I spend at least an hour a day as him. I have played him so long that doing so requires very little effort. And for the time I am roleplaying as him, I can pretend to be a far happier and more together version of myself.
And even in my own personal life, I find it hard to admit I am not okay. I was not allowed to not be okay in my childhood. I was just supposed to say I was fine so that people could go back to their lives and resume not thinking about me again.
But I wasn’t fine. I had so many problems as a kid. Looking back, I realize I was a very vulnerable and emotionally unstable kid. I really could have used some kind of psychological intervention when I was in elementary school.
And I had nobody to tell about my problems. I tried to tell teachers about the bullying and they just brushed me off. I couldn’t talk to my parents… they were the ones who wanted me to always be okay.

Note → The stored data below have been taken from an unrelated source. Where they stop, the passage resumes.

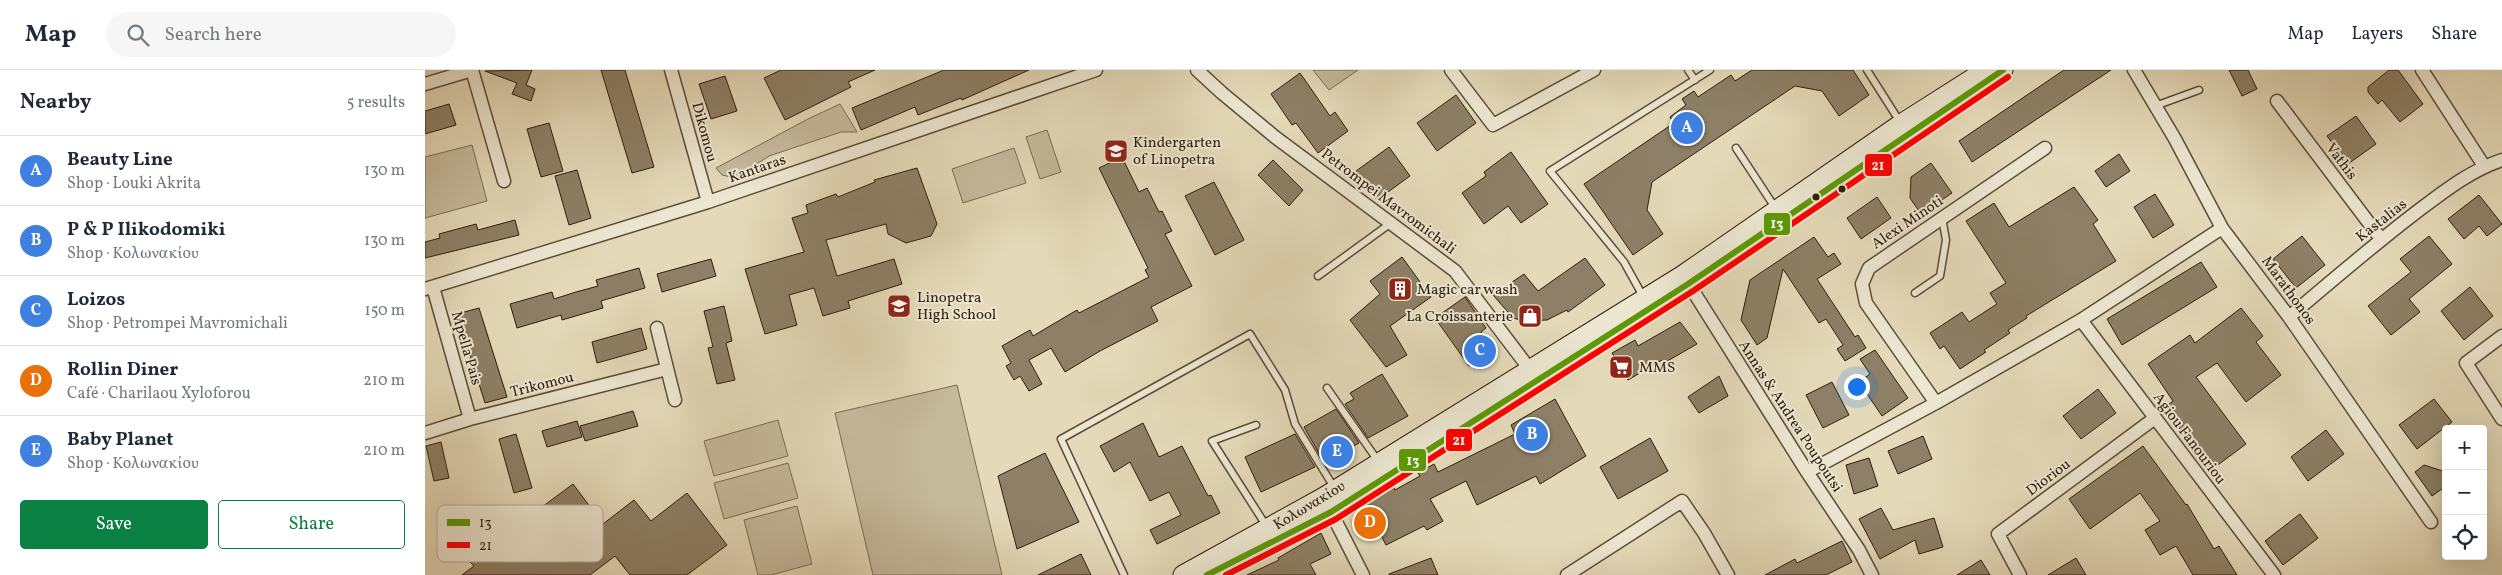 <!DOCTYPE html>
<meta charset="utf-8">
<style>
body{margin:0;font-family:Vollkorn,serif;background:#f6f6f7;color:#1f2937}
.controls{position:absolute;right:15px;bottom:15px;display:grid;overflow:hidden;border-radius:5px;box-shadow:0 5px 20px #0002}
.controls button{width:45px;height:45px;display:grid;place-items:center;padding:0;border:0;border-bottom:1px solid #e0e1e3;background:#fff;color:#1f2937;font:25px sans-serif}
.you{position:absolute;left:1431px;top:316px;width:18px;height:18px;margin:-12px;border:4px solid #fff;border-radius:50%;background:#1a73e8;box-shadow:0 0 0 8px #1a73e833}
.badge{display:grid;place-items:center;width:32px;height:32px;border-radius:50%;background:#0b8043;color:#fff;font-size:16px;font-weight:700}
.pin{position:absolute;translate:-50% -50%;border:2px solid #fff;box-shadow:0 1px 5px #0006}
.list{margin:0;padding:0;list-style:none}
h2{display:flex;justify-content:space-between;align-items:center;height:65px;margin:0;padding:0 20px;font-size:21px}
h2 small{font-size:16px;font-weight:400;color:#747a83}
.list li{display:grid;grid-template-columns:32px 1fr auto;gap:15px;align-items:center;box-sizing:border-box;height:70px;padding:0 20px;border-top:1px solid #e0e1e3}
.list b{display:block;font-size:19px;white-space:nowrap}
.list p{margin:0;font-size:16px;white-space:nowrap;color:#747a83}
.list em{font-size:16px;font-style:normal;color:#747a83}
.actions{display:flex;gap:10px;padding:15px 20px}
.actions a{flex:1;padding:11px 0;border:1px solid #0b8043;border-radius:5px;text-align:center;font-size:18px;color:#0b8043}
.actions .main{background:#0b8043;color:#fff}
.icon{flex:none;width:28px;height:28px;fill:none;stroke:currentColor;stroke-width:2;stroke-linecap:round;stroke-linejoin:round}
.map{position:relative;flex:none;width:2077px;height:505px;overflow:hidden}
header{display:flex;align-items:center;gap:30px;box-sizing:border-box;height:70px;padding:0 25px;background:#fff;border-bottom:1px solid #e0e1e3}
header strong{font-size:24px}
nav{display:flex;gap:28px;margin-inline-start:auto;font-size:18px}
.search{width:350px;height:45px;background:#f6f6f7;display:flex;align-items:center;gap:12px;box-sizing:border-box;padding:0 18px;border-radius:28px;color:#747a83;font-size:19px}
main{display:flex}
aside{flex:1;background:#fff}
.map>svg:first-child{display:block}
</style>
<header>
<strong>Map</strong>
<div class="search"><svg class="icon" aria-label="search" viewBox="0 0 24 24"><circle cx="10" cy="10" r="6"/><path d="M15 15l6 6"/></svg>Search here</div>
<nav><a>Map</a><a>Layers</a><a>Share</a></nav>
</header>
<main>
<aside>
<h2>Nearby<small>5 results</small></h2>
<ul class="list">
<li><span class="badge" style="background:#3f7fe0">A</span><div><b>Beauty Line</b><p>Shop · Louki Akrita</p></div><em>130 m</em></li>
<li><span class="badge" style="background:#3f7fe0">B</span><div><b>P &amp; P Ilikodomiki</b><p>Shop · Κολωνακίου</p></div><em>130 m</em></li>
<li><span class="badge" style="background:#3f7fe0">C</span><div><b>Loizos</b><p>Shop · Petrompei Mavromichali</p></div><em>150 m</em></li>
<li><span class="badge" style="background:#e8710a">D</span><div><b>Rollin Diner</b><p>Café · Charilaou Xyloforou</p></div><em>210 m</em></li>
<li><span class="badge" style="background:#3f7fe0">E</span><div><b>Baby Planet</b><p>Shop · Κολωνακίου</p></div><em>210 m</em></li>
</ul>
<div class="actions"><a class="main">Save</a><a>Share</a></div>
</aside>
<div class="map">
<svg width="2077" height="505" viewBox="0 0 2077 505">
<rect width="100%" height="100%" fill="#e4dab9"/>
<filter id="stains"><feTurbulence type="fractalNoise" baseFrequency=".004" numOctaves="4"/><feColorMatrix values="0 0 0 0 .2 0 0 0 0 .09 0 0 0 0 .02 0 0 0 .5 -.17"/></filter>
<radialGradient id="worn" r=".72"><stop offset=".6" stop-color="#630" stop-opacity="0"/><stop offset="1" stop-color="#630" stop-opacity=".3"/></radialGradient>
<path fill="#c5ba9c" stroke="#7a6c54" d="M888,0H933L904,20Z
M415,34L432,62H416L344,86L310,108L297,105L291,98L383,49Z
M622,60L636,102L615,109L601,67Z
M47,75L62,131L0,148V87Z
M589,78L601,113L538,133L527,99Z
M532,315L577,505H448L410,343Z
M353,350L363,386L289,406L279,371Z
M363,393L373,428L299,449L289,413Z
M372,436L387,494L346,505H333L319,450Z"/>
<path fill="#8d8066" stroke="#2f1e0d" d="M107,0L101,15L110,19L106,31L87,24L92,13L60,1Z
M176,0H200L229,97L207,103Z
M356,0H450L423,12L426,17L360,50L339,8Z
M519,0H604L537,30L536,28L493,45L490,37L436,60L427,38Z
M1327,0H1428L1444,25L1414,46L1397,21L1370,16L1227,112L1222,140L1238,164L1208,185L1159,114L1249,53L1245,47L1261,35L1257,29L1269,21L1273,27L1306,5L1310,11Z
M1639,0H1686L1547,92L1534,71Z
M1804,0H1823L1832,19L1817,26Z
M1964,0H1973L1998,34L1975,52L1957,30L1953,34L1943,22V17Z
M875,3L905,46L910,42L923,61L893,83L871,53L867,55L846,24Z
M300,6L312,41L286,49L274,14Z
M1031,25L1051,53L1012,81L992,53Z
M24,34L31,55L0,64V41Z
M1931,46L1951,74L1923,94L1902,66Z
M124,53L138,101L116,107L102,59Z
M964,77L985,106L952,130L931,101Z
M1086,82L1123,134L1096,153L1083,136L1059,154L1037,123L1061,106L1059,102Z
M1694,84L1705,101L1681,117L1670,101Z
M697,87L714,122L722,118L734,142L737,141L747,161L740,164L767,216L726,237L733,251L675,281L640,302L626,278L604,290L617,314L604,321L595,306L589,310L581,296L586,293L577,276L605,260L608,266L652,240L654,243L724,207L720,200L723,198L674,98Z
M848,90L878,120L864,136L833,105Z
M1506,93L1527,123L1496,144L1485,128L1486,107Z
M492,98L512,154L506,166L481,173L463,164L461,154L401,170L412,206L469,189L477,214L423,231L425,238L398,246L389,218L364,225L372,255L340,264L320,199L379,182L367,148L383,143L381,135L411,124L413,127L450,112L449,110Z
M152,100L166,148L144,155L130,106Z
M789,112L819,170L790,185L760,126Z
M1649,117L1673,150L1668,154L1691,191L1601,246L1602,248L1583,260L1585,263L1559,280L1561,282L1535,299L1519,276L1515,279L1505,263L1537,242L1544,252L1572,234L1565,223L1581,213L1541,151L1569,133L1584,157Z
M1730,124L1749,155L1728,168L1709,137Z
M2054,125L2077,154L2062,166L2054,156L2039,169L2023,149Z
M1452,127L1466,148L1436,169L1422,148Z
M90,150L94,165L0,188V172L15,168L14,164L51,154L53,160Z
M1877,166L1900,195L1871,218L1848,189Z
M2004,166L2027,194L1984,229L1995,242L1966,265L1943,236L1986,202L1975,189Z
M1389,167L1403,187L1409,183L1416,194L1392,209L1430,267L1433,265L1441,278L1420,291L1412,279L1418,275L1401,249L1394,253L1358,199L1342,268L1332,275L1316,250L1325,210Z
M977,187L1006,227L965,256L982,285L961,297L925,250L955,224L945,211Z
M1160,188L1180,215L1143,242L1142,240L1122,250L1099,251L1088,248L1068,225L1099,204L1113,221Z
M286,189L291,206L237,222L232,204Z
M1776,192L1792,217L1697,275L1682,249Z
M214,198L220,218L176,231L178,238L137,250L136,245L92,258L85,234L127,222L129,229L151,222L173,216L171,210Z
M2045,217L2068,246L2039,270L2016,241Z
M1040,227L1061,258L1056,262L1068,280L1044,296L1010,248Z
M299,236L307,271L301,273L310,310L292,314L283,278L288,277L279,241Z
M54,238L82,327L60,333L32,244Z
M1816,238L1838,266L1831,272L1856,305L1821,332L1792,293L1771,307L1821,374L1786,400L1739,338L1748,331L1723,294L1765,265L1770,273Z
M1255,252L1272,274L1239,293L1237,290L1203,310L1187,283L1210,270L1213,276Z
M216,258L222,279L172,293L167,272Z
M1450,280L1483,328L1457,346L1434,312L1445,304L1435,289Z
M957,304L983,346L943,368L920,334L929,329L925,323Z
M1294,306L1303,326L1274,343L1263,327Z
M1407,312L1424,345L1398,358L1381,325Z
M1673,319L1691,343L1656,369L1638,346Z
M1130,329L1161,386L1115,414L1111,406L1052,435L1041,411L1005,429L1018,451L1002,460L999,456L961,475L940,434L968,416L970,420L995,406L993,403L1009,394L1013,402L1090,364L1086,355Z
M2009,329L2027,352L1992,379L1974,355Z
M911,339L934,373L899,392L879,357Z
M208,341L213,356L160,371L155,356Z
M152,351L157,367L122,377L117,361Z
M718,353L734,387L757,376L783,426L786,425L795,443L732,474L725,460L756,445L744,422L725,431L705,392L689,402L675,376Z
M1901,360L1919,384L1883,411L1866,387Z
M91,364L107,418L89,423L74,369Z
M870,364L890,397L836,422L820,387Z
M1498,366L1507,389L1473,404L1463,381Z
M1225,368L1243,401L1193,429L1175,397Z
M16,372L24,408L9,411L1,376Z
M1718,376L1761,435L1762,434L1789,479L1794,476L1812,505H1768L1751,476L1735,485L1720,460L1735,451L1715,423L1665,459L1644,429Z
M620,383L654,452L592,479L573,406Z
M1444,388L1453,416L1429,424L1421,395Z
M1999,395L2021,402V416L2007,426L1990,402Z
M148,414L178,454L209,430L226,451L262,423L302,475L262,505H205L190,486L165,505H37L49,496L44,491Z
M1456,438L1468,460L1509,448L1518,477L1494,484L1490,470L1455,489L1434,449Z
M1875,444L1893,468L1858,495L1840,471Z
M896,463L906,484L885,494L891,505H822L854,490L853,488Z
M1417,471L1427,492L1401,505H1340L1370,489L1372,493Z
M656,484L666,505H613Z
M1006,488L1013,505H964V504Z
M1651,488L1661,505H1623Z
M1556,490L1565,505H1532Z"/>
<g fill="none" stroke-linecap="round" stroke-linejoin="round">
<g stroke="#5c4d38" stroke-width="9">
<path id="lane" d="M1263,0L1270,10
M1442,0L1475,52
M1730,36L1774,20
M1311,78L1351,139
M893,206L966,153
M1490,223L1515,206L1521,170L1517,148
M1219,228L1199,192L1125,101L1285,0
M902,318L953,391
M831,355L787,371L842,457
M699,505L636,369L825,264L860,320L870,354L910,419"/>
</g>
<g stroke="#5c4d38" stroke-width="15">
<path id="street" d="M47,0L79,111
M246,0L283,132
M772,0L797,23L850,67L1030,201L1113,310
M1026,0L1068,55L1169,0
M1709,0L1750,69L1797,158L1864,247L2006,452
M1997,0L2059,96
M0,14L47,0
M1852,31L1956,169
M1258,205L1382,402L1434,480L1447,505
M8,217L45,349
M0,219L283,132L671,0
M1864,247C1905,212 1946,177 1989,144C2017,123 2044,101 2077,90
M1656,250L1849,505
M232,258L250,330
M2077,266L2041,293L2077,349
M1511,333L1441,233L1437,214L1444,198L1620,78
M0,363L45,349L242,299
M1382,402L1511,333L1656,250L1797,158
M903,436L938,505
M1142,505L1257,431L1279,463L1303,505
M1595,505L1573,464L1730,348"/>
</g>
<g stroke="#2f1e0d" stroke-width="21">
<path id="secondary" d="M1554,17L1578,0
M817,487L906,442L1104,316
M758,505L899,427L1258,205L1476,54L1561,0"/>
</g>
<use href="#lane" stroke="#ede7d2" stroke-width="6"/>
<use href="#street" stroke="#ede7d2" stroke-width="12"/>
<use href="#secondary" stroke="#ede7d2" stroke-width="19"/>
<g stroke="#ede7d2" stroke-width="10">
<path id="bus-1" d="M782,505L906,442L1263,214L1578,0"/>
</g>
<g stroke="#ede7d2" stroke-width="10">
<path id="bus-2" d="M801,505L911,449L1268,221L1583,7"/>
</g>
<use href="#bus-1" stroke="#5c9a06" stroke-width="6"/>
<use href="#bus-2" stroke="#f00" stroke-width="6"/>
</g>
<defs>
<g id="school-square" transform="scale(1.25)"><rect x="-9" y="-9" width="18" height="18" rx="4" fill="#8f2418" stroke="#ede7d2"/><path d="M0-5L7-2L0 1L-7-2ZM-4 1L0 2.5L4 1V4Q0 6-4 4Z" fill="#fff"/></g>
<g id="building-square" transform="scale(1.25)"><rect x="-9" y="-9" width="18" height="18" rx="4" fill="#8f2418" stroke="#ede7d2"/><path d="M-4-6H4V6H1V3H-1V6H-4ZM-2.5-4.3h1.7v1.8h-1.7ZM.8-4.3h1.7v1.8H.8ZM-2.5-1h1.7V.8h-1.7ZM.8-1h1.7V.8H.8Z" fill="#fff"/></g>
<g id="shop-square" transform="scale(1.25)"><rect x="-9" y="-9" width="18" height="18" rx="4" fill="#8f2418" stroke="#ede7d2"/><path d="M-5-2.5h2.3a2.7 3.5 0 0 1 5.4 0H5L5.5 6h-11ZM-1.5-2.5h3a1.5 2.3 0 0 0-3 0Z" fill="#fff"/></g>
<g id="supermarket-square" transform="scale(1.25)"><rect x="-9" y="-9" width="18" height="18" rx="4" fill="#8f2418" stroke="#ede7d2"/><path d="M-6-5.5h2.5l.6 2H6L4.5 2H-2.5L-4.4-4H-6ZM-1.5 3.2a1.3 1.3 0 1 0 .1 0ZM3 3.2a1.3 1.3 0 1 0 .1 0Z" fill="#fff"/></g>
</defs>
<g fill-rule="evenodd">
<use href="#school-square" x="691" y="81"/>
<use href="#building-square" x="975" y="219"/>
<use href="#school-square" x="474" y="236"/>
<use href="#shop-square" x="1105" y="246"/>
<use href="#supermarket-square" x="1196" y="297"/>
</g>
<g fill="#2f1e0d" stroke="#ede7d2" stroke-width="2">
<circle cx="1417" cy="119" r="4.5"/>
<circle cx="1391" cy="127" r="4.5"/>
</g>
<g text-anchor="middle" stroke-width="4" stroke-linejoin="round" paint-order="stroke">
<g font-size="15" fill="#2f1e0d" stroke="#ede7d2">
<text transform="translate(280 62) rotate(75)" y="5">Dikomou</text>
<text transform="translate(1917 91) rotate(53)" y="5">Vathis</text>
<text transform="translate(332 98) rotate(-19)" y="5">Kantaras</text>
<text transform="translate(964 131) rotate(37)" y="5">Petrompei Mavromichali</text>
<text transform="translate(1956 150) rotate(-38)" y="5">Kastalias</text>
<text transform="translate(1482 152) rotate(-34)" y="5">Alexi Minoti</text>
<text transform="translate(1864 220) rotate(54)" y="5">Marathonos</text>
<text transform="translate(42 278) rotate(74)" y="5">Mpella Pais</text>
<text transform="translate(117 314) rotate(-14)" y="5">Trikomou</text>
<text transform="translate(1366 346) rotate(57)" y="5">Annas &amp; Andrea Poupoutsi</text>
<text transform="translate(1765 368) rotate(53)" y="5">Agiou Fanouriou</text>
<text transform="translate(1623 407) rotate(-37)" y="5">Dioriou</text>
<text transform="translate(884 435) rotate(-31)" y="5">Κολωνακίου</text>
</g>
<g font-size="15" fill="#2f1e0d" stroke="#ede7d2" text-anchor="start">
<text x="708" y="77">Kindergarten<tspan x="708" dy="17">of Linopetra</tspan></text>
<text x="992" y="224">Magic car wash</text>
<text x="492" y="232">Linopetra<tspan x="492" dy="17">High School</tspan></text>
<text x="1088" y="251" text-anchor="end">La Croissanterie</text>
<text x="1214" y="302">MMS</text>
</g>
</g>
<rect x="12" y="435" width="166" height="57" rx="8" fill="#ede7d2" stroke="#b4ab97" stroke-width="1"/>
<rect x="22" y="449" width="23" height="7" fill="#5c9a06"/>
<rect x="22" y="472" width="23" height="6" fill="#f00"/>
<g font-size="14" fill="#2f1e0d">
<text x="54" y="457">13</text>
<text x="54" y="480">21</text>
</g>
<g stroke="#ede7d2" stroke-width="2">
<rect x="1439" y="83" width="29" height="24" rx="5" fill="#f00"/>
<rect x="1338" y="142" width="28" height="24" rx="5" fill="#5c9a06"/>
<rect x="1020" y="358" width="28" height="24" rx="5" fill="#f00"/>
<rect x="973" y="378" width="29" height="24" rx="5" fill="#5c9a06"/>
</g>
<g font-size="14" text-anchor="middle" font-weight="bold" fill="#fff">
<text x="1453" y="100">21</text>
<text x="1352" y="158">13</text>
<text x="1034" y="375">21</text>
<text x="988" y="395">13</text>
</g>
<rect width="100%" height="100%" filter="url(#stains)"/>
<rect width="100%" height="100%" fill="url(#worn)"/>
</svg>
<div class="controls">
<button>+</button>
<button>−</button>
<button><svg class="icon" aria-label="locate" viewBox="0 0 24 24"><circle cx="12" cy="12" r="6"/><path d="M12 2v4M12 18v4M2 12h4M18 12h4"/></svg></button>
</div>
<div class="you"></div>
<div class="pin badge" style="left:1262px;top:58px;background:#3f7fe0">A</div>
<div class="pin badge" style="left:1107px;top:365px;background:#3f7fe0">B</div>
<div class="pin badge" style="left:1055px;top:281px;background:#3f7fe0">C</div>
<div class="pin badge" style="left:945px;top:453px;background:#e8710a">D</div>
<div class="pin badge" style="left:912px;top:382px;background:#3f7fe0">E</div>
</div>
</main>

So to this day, I default to saying everything is fine. And the thing is, when you get into that habit, it seduces you into thinking everything really is okay. You internalize the dismissal of your needs and thus it becomes very difficult to take yourself seriously. And so your problems do not seek treatments.
They get brushed aside.
One of the hardest things for me when I first started going to one-on-one therapy was to shut down the mask. To just abandon my usual self-protection persona and be real and serious and direct with my therapist.
And it’s still a struggle. I know there have been times when I have diverted therapy into an intellectual discussion. Or deflected a genuine insight with a joke. It’s a hard habit to break. Being funny and/or interesting is just so much easier and so much more fun than being the real me.
But I drag myself back to the real pretty quickly.
Part of it is empathy. When you are very empathic, you don’t want to upset people or hurt them because that hurt immediately comes back at you on the empathic channel. You feel their pain, as well as the guilt for having caused it.
That makes it hard to stick up for yourself, and easy to put others’ needs above your own. Their needs seem so much more important to you.
So anyhow, I think I know a little of what Robin went through. I have felt cold and alone and miserable and I too have been the person nobody knows is sad at all, let alone feeling like a massive shadow is consuming them in darkness.
I bet that poor man felt like there was nobody he could talk to, and that there was only one way out of his pain.
I am still mad at him for committing such an act of violence on his loved ones.
But I understand, Robin. I understand.
That’s all from me today, folks. I will talk to you nice people again tomorrow.